From: "Michael S. Tsirkin" <mst@redhat.com>
To: Parav Pandit <parav@nvidia.com>
Cc: virtio-comment@lists.oasis-open.org, cohuck@redhat.com,
david.edmondson@oracle.com, virtio-dev@lists.oasis-open.org,
sburla@marvell.com, jasowang@redhat.com, yishaih@nvidia.com,
maorg@nvidia.com, shahafs@nvidia.com
Subject: [virtio-dev] Re: [PATCH v6 0/4] admin: Introduce legacy registers access using AQ
Date: Mon, 19 Jun 2023 12:28:07 -0400 [thread overview]
Message-ID: <20230619122751-mutt-send-email-mst@kernel.org> (raw)
In-Reply-To: <20230613173015.1244486-1-parav@nvidia.com>
On Tue, Jun 13, 2023 at 08:30:11PM +0300, Parav Pandit wrote:
> This short series introduces legacy registers access commands for the owner
> group member PCI PF to access the legacy registers of the member VFs.
>
> If in future any SIOV devices to support legacy registers, they
> can be easily supported using same commands by using the group
> member identifiers of the future SIOV devices.
>
> More details as overview, motivation, use case are further described
> below.
>
> Patch summary:
> --------------
> patch-1 split rows of admin opcode tables by a line
> patch-2 adds administrative virtuqueue commands
> patch-3 adds its conformance section and links
numbering seems to have changed?
> It uses the newly introduced administrative virtqueue facility with 4 new
> commands which uses the existing virtio_admin_cmd.
>
> Usecase:
> --------
> 1. A hypervisor/system needs to provide transitional
> virtio devices to the guest VM at scale of thousands,
> typically, one to eight devices per VM.
>
> 2. A hypervisor/system needs to provide such devices using a
> vendor agnostic driver in the hypervisor system.
>
> 3. A hypervisor system prefers to have single stack regardless of
> virtio device type (net/blk) and be future compatible with a
> single vfio stack using SR-IOV or other scalable device
> virtualization technology to map PCI devices to the guest VM.
> (as transitional or otherwise)
>
> Motivation/Background:
> ----------------------
> The existing virtio transitional PCI device is missing support for
> PCI SR-IOV based devices.
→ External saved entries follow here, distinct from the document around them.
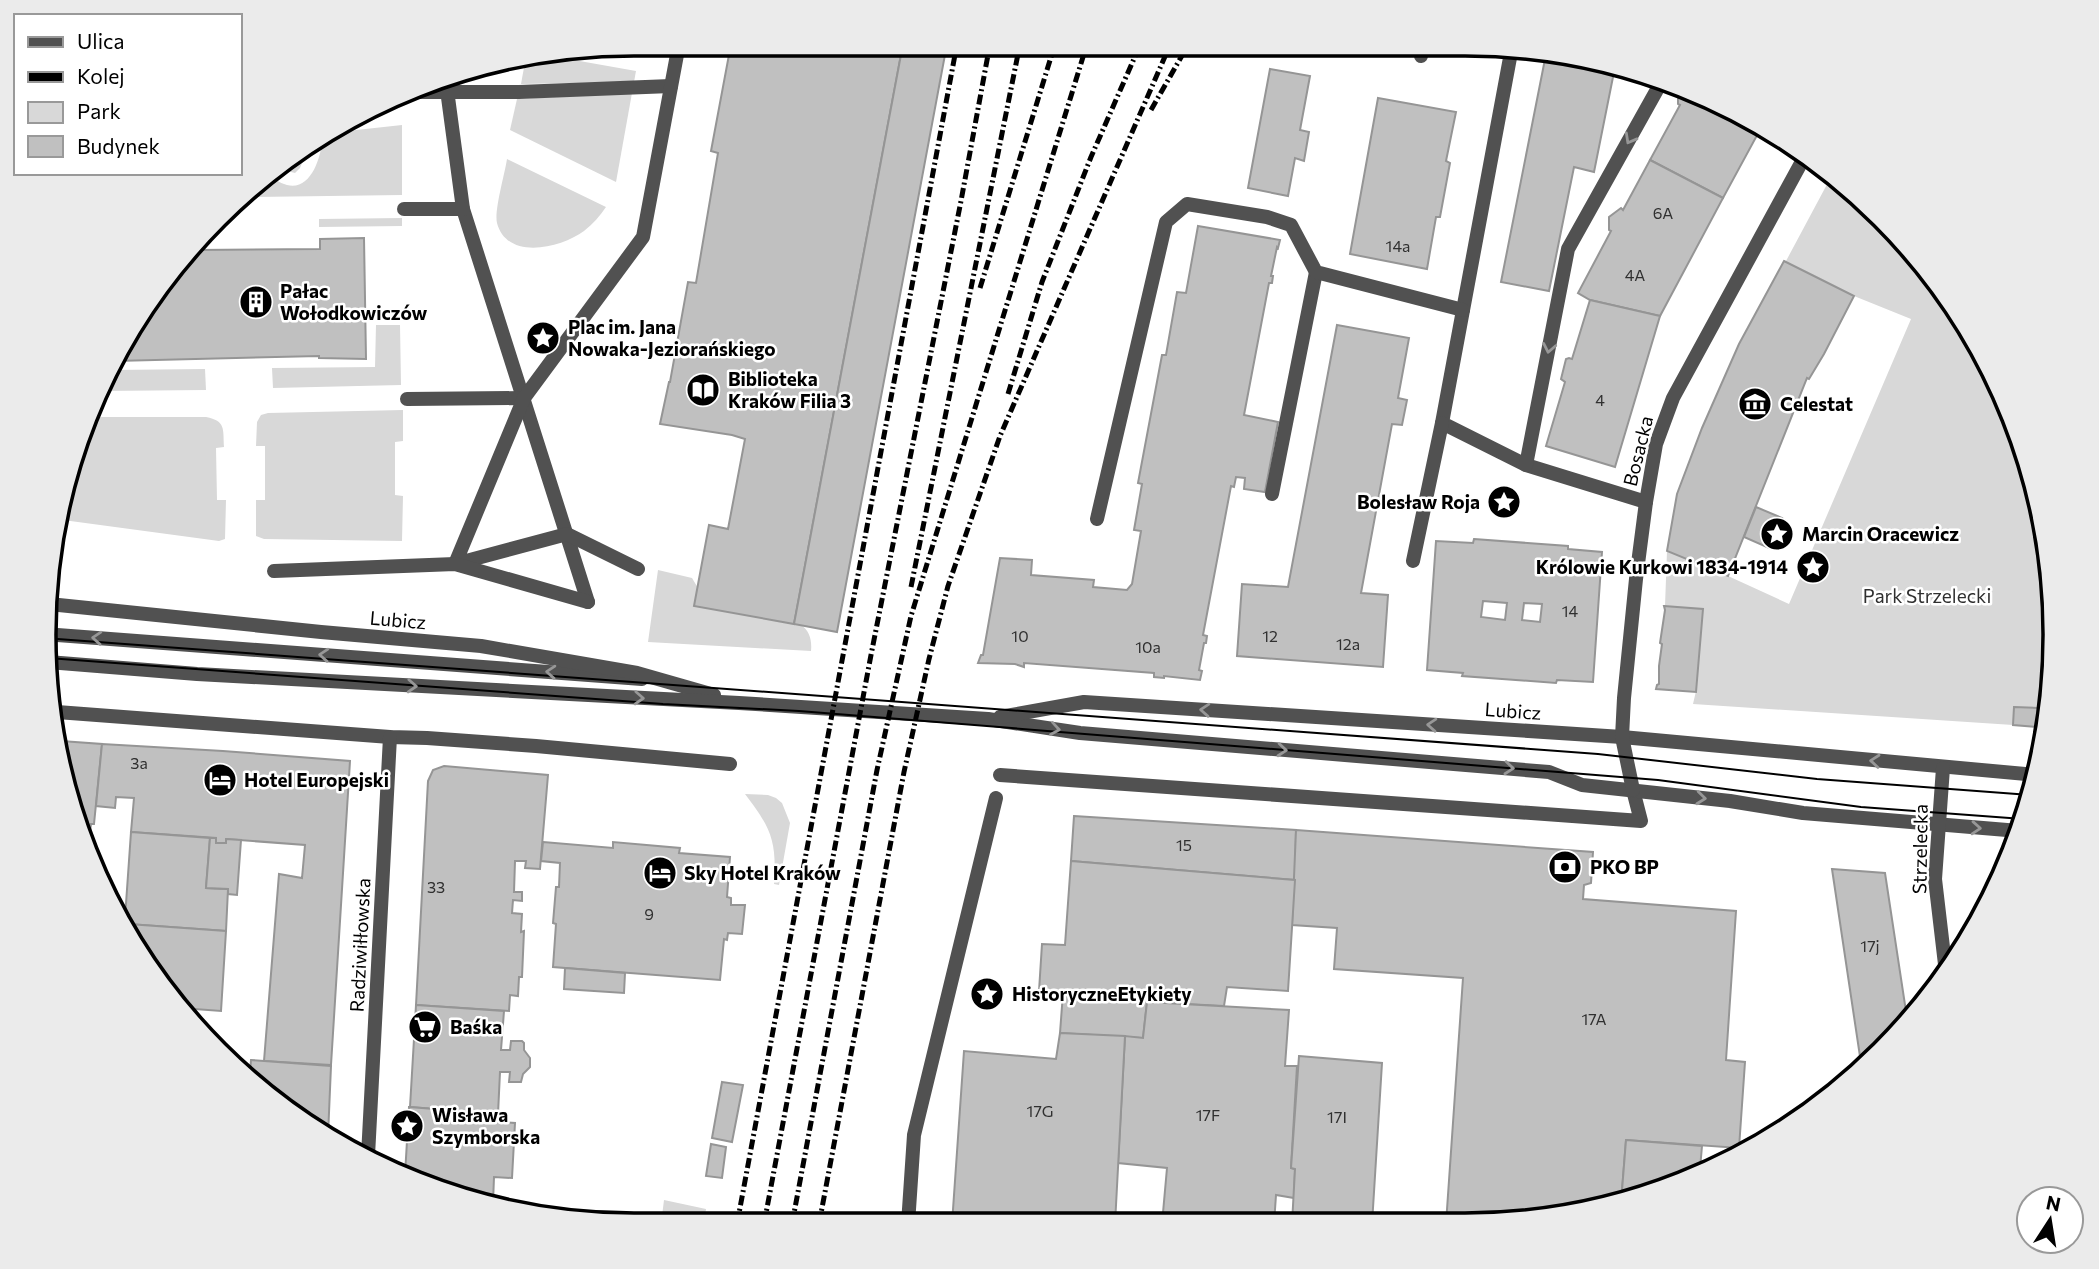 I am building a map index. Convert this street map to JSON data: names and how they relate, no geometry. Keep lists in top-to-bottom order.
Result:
{
  "streets": {
    "street": [
      "Bosacka",
      "Lubicz",
      "Strzelecka",
      "Radziwiłłowska"
    ]
  },
  "crossings": [
    ["Bosacka", "Lubicz"],
    ["Lubicz", "Strzelecka"]
  ],
  "parks": ["Park Strzelecki"],
  "places": {
    "building": ["Pałac Wołodkowiczów"],
    "place": [
      "Plac im. Jana Nowaka-Jeziorańskiego",
      "Bolesław Roja",
      "Marcin Oracewicz",
      "Królowie Kurkowi 1834-1914",
      "HistoryczneEtykiety",
      "Wisława Szymborska"
    ],
    "library": ["Biblioteka Kraków Filia 3"],
    "museum": ["Celestat"],
    "hotel": ["Hotel Europejski", "Sky Hotel Kraków"],
    "bank": ["PKO BP"],
    "supermarket": ["Baśka"]
  },
  "house_numbers": [
    "6A",
    "14a",
    "4A",
    "4",
    "14",
    "10",
    "12",
    "12a",
    "10a",
    "3a",
    "15",
    "33",
    "9",
    "17j",
    "17A",
    "17G",
    "17F",
    "17I"
  ],
  "legend": [
    "Ulica",
    "Kolej",
    "Park",
    "Budynek"
  ],
  "north": "top"
} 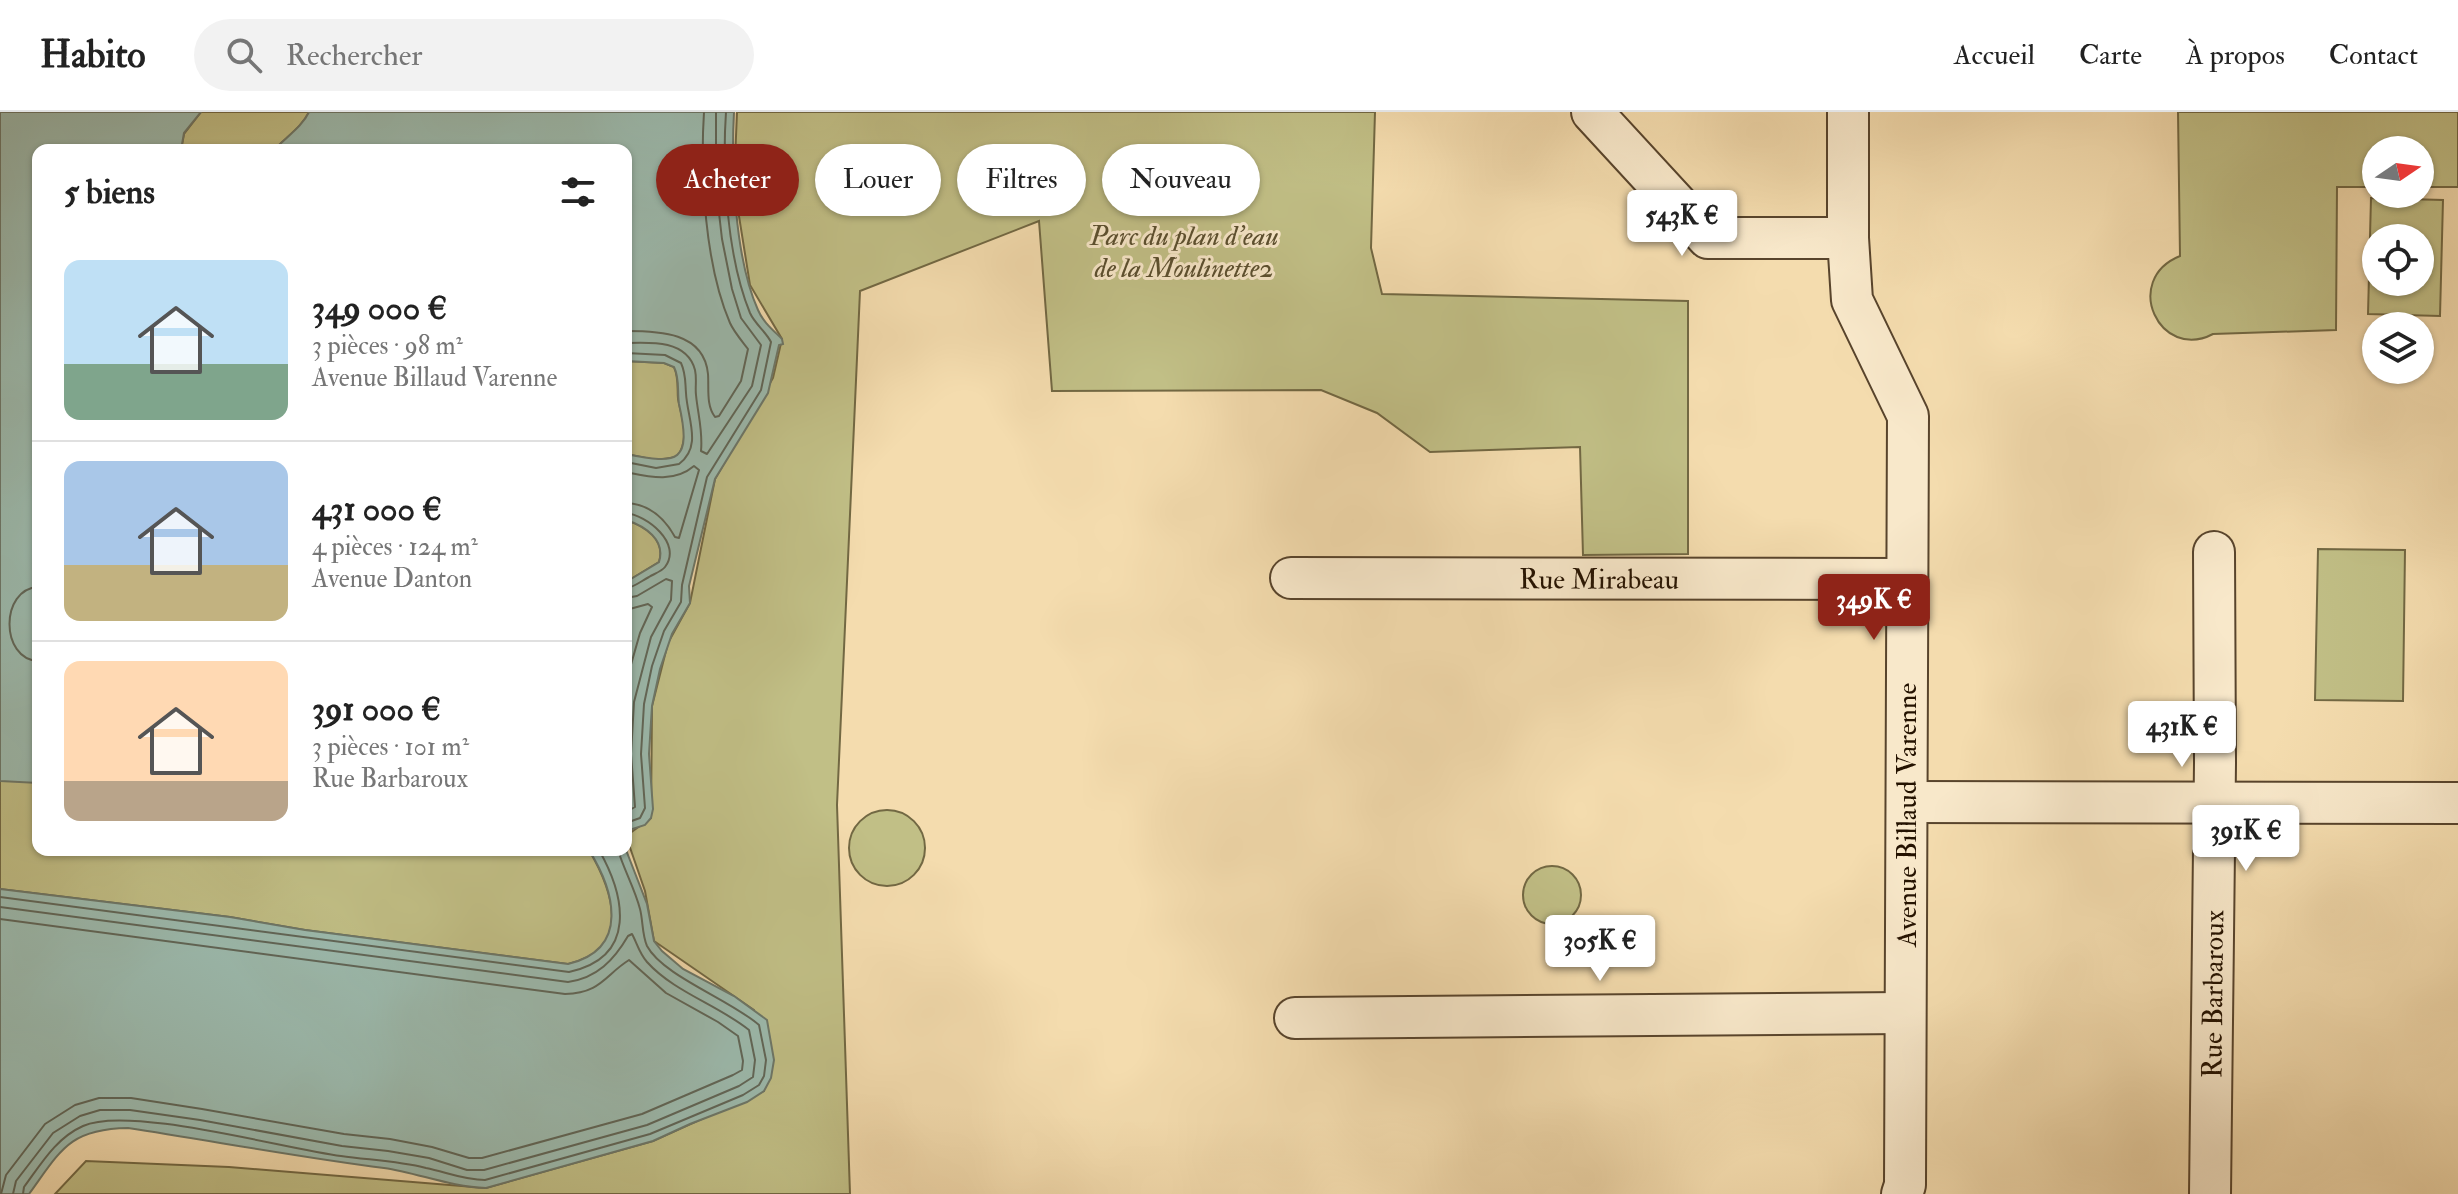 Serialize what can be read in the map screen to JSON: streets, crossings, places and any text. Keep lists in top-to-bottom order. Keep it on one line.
{"streets":{"street":["Rue Mirabeau","Avenue Billaud Varenne","Rue Barbaroux"]},"crossings":[["Rue Mirabeau","Avenue Billaud Varenne"]],"parks":["Parc du plan d'eau de la Moulinette2"],"north":"right","page":{"header":"Habito","search":"Rechercher","nav":["Accueil","Carte","À propos","Contact"],"chip":["Acheter","Louer","Filtres","Nouveau"],"heading":"5 biens","price":["543K €","349K €","431K €","391K €","305K €"],"list":[{"name":"349 000 €","note":"3 pièces · 98 m² · Avenue Billaud Varenne"},{"name":"431 000 €","note":"4 pièces · 124 m² · Avenue Danton"},{"name":"391 000 €","note":"3 pièces · 101 m² · Rue Barbaroux"}]}} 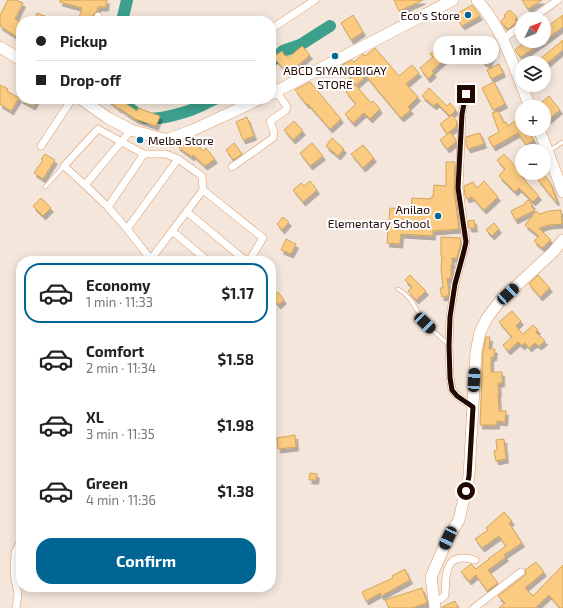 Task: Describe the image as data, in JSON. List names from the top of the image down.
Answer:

Currently it does not work beyond
> PCI PF, or as software emulated device in reality. Currently it
> has below cited system level limitations:
>
> [a] PCIe spec citation:
> VFs do not support I/O Space and thus VF BARs shall not indicate I/O Space.
>
> [b] cpu arch citiation:
> Intel 64 and IA-32 Architectures Software Developer’s Manual:
> The processor’s I/O address space is separate and distinct from
> the physical-memory address space. The I/O address space consists
> of 64K individually addressable 8-bit I/O ports, numbered 0 through FFFFH.
>
> [c] PCIe spec citation:
> If a bridge implements an I/O address range,...I/O address range will be
> aligned to a 4 KB boundary.
>
> Overview:
> ---------
> Above usecase requirements is solved by PCI PF group owner accessing
> its group member PCI VFs legacy registers using an admin virtqueue of
> the group owner PCI PF.
>
> Two new admin virtqueue commands are added which read/write PCI VF
> registers.
>
> Software usage example:
> -----------------------
> One way to use and map to the guest VM is by using vfio driver
> framework in Linux kernel.
>
> +----------------------+
> |pci_dev_id = 0x100X |
> +---------------|pci_rev_id = 0x0 |-----+
> |vfio device |BAR0 = I/O region | |
> | |Other attributes | |
> | +----------------------+ |
> | |
> + +--------------+ +-----------------+ |
> | |I/O BAR to AQ | | Other vfio | |
> | |rd/wr mapper | | functionalities | |
> | +--------------+ +-----------------+ |
> | |
> +------+-------------------------+-----------+
> | |
> | Driver notification
> | |
> | |
> +----+------------+ +----+------------+
> | +-----+ | | PCI VF device A |
> | | AQ |-------------+---->+-------------+ |
> | +-----+ | | | | legacy regs | |
> | PCI PF device | | | +-------------+ |
> +-----------------+ | +-----------------+
> |
> | +----+------------+
> | | PCI VF device N |
> +---->+-------------+ |
> | | legacy regs | |
> | +-------------+ |
> +-----------------+
>
> 2. Virtio pci driver to bind to the listed device id and
> use it in the host.
>
> 3. Use it in a light weight hypervisor to run bare-metal OS.
>
> Please review.
>
> Alternatives considered:
> ========================
> 1. Exposing BAR0 as MMIO BAR that follows legacy registers template
> Pros:
> a. Kind of works with legacy drivers as some of them have used API
> which is agnostic to MMIO vs IOBAR.
> b. Does not require hypervisor intervantion
> Cons:
> a. Device reset is extremely hard to implement in device at scale as
> driver does not wait for device reset completion
> b. Device register width related problems persist that hypervisor if
> wishes, it cannot be fixed.
>
> 2. Accessing VF registers by tunneling it through new legacy PCI capability
> Pros:
> a. Self contained, but cannot work with future PCI SIOV devices
> Cons:
> a. Equally slow as AQ access
> b. Still requires new capability for notification access
> c. Requires hardware to build low level registers access which is not worth
> for long term future
>
> 3. Accessing VF notification region using new PF BAR
> Cons:
> a. Requires hardware to build new PCI steering logic per PF to forward
> notification from the PF to VF, requires double the amount of logic
> compared to today
> b. Requires very large additional PF BAR whose size must be max_Vfs * BAR size.
>
> 4. Trapping CVQ, configuration region, LEGACY_HDR
> Cons:
> a. This does not fullfil the very basic requirement to not trap the
> 1.x objects (configuration registers, vqs)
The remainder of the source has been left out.